Foreign research vessels in New Zealand waters
New Zealand's large Exclusive Economic Zone (EEZ) makes it an attractive candidate for marine research. Foreign research vessels frequently apply for access to the EEZ, through the Ministry of Foreign Affairs and Trade.
The FSV Marion Dufresne and the Deep Water New Zealand Expedition are two recent examples of prominent research vessels in New Zealand waters. Although these vessels are primarily on oceanographic missions, many declare an interest in collecting biological samples. In normal circumstances, New Zealand is required by UNCLOS to consent to these types of projects if the research is being carried out for peaceful purposes and in order to increase scientific knowledge of the marine environment for the benefit of all humankind. In any case, as this work is usually done in close collaboration with New Zealand scientists, granting consent can be in New Zealand's interests. Collaboration also enables biological samples to be collected and stored by local researchers, adding to ex situ collections and information about biological resources in New Zealand's territory.

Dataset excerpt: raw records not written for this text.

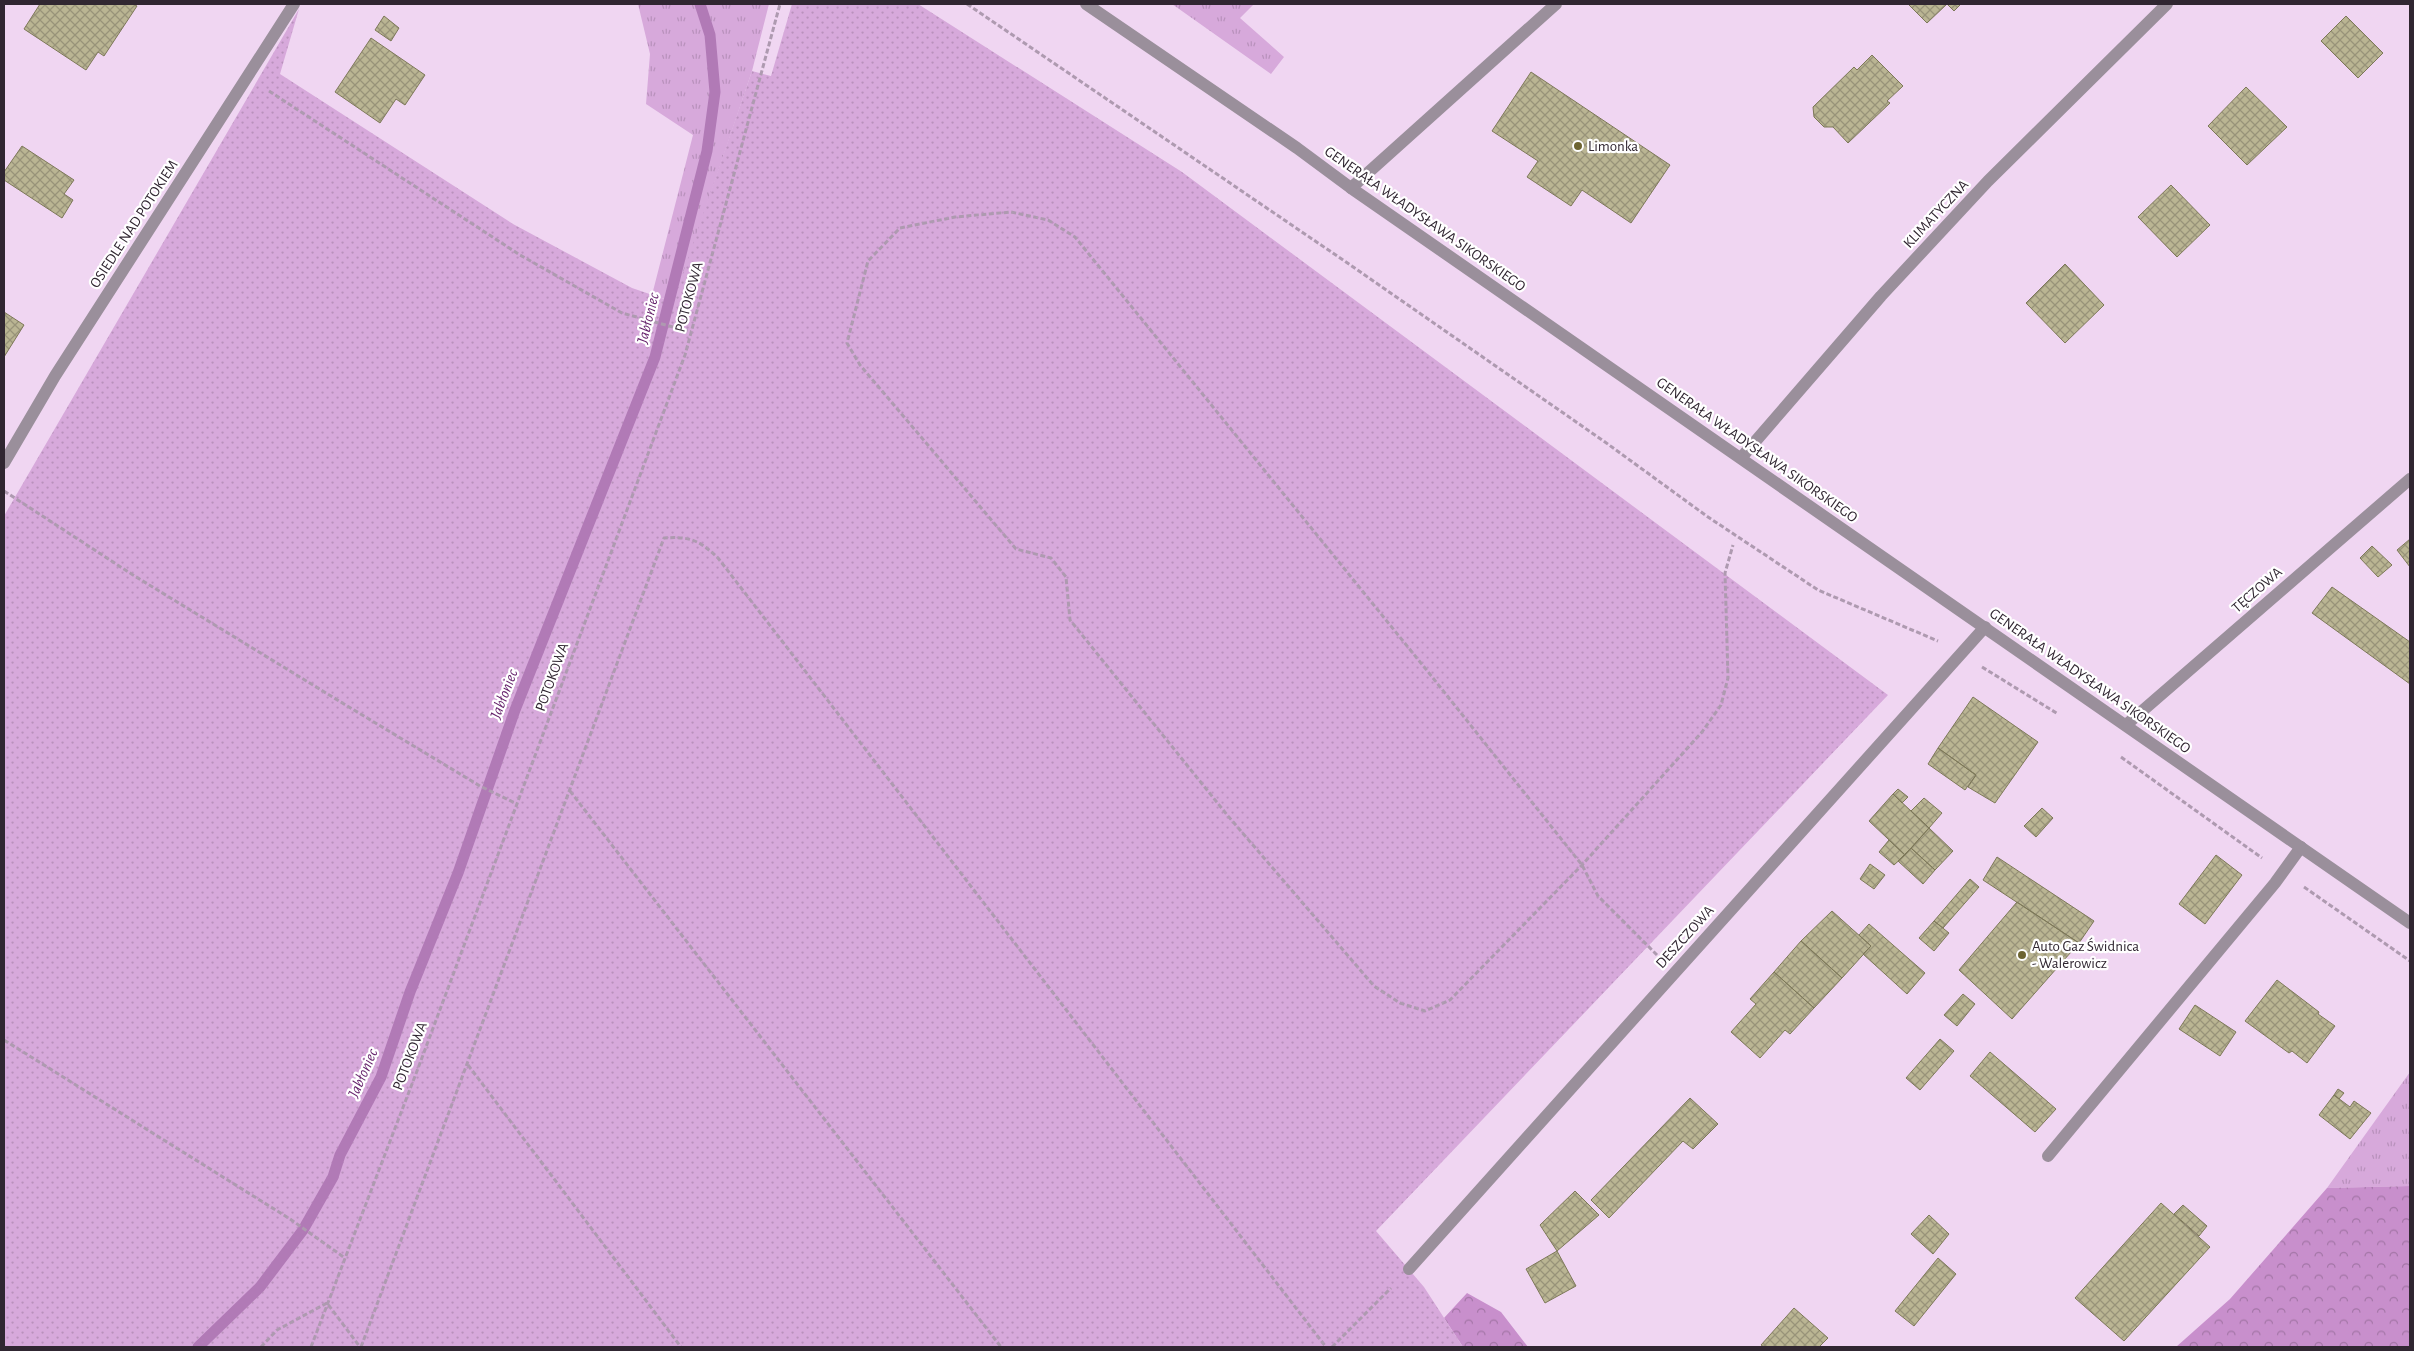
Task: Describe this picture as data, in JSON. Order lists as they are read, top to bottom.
{
  "streets": {
    "street": [
      "KLIMATYCZNA",
      "GENERAŁA WŁADYSŁAWA SIKORSKIEGO",
      "OSIEDLE NAD POTOKIEM",
      "TĘCZOWA",
      "DESZCZOWA"
    ],
    "path": ["POTOKOWA"]
  },
  "crossings": [
    ["KLIMATYCZNA", "GENERAŁA WŁADYSŁAWA SIKORSKIEGO"],
    ["GENERAŁA WŁADYSŁAWA SIKORSKIEGO", "TĘCZOWA"],
    ["GENERAŁA WŁADYSŁAWA SIKORSKIEGO", "DESZCZOWA"]
  ],
  "water": ["Jabłoniec"],
  "places": ["Limonka", "Auto Gaz Świdnica - Walerowicz"]
}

4.2.4 Land Information New Zealand
Land Information New Zealand administers substantial areas of land (including riverbeds) throughout New Zealand under various Acts, including the Land Act 1948, the Crown Pastoral Land Act 1998 and the Crown Forests Assets Act 1990. At present, Land Information New Zealand has no specific system for processing bioprospecting applications over land that it administers.
4.3 Local government access providers
Local government is both a regulator and an administrator of natural and physical resources. As a regulator, local government administers the Resource Management Act 1991 (RMA). The RMA promotes the sustainable use of natural and physical resources (which are defined to include all forms of plants and animals). Local government implements the RMA through regional policy statements, and regional and district plans. The RMA covers most potential environmental effects of any bioprospecting activity through controls in regional and district plans. Under the Historic Places Act 1993 (HPA) and section 6 of the RMA, local government together with the Historic Places Trust, manages and protects areas of historical and cultural significance, for example, archaeological and wähi tapu sites.23
Local government controls the use of land (including activities such as excavation and disturbance of land for purpose of access, disturbance of habitats of plants or animals), the use of water, discharge of contaminants and the use of the coastal marine area (including disturbance of the foreshore and seabed). In sensitive areas, where significant vegetation or habitats could be affected, there may be restrictions on the removal of plants and animals, and there may also be controls on access tracks or disturbance of the area. Resource consents may be required for larger-scale activities associated with bioprospecting, and an assessment of the environmental effects (including cultural effects such as the association of Mäori with täonga and the exercise of kaitiakitanga) of the activities to be undertaken would be required as part of the consent process.
As an administrator of land, local government owns and/or manages areas, on their own behalf and on behalf of the Crown. For example, local government is responsible for large areas of reserves. Under the Reserves Act 1977, certain categories of reserves (such as local purposes reserves and historic reserves) are managed by local government, while ownership stays with the Crown.
4.4 Private access providers
In addition to any environmental controls under the RMA, where land is in private ownership, a bioprospector needs permission to access the land for the purpose of taking samples. In other words, it is up to each private access provider to permit access to the biological resources found on their land.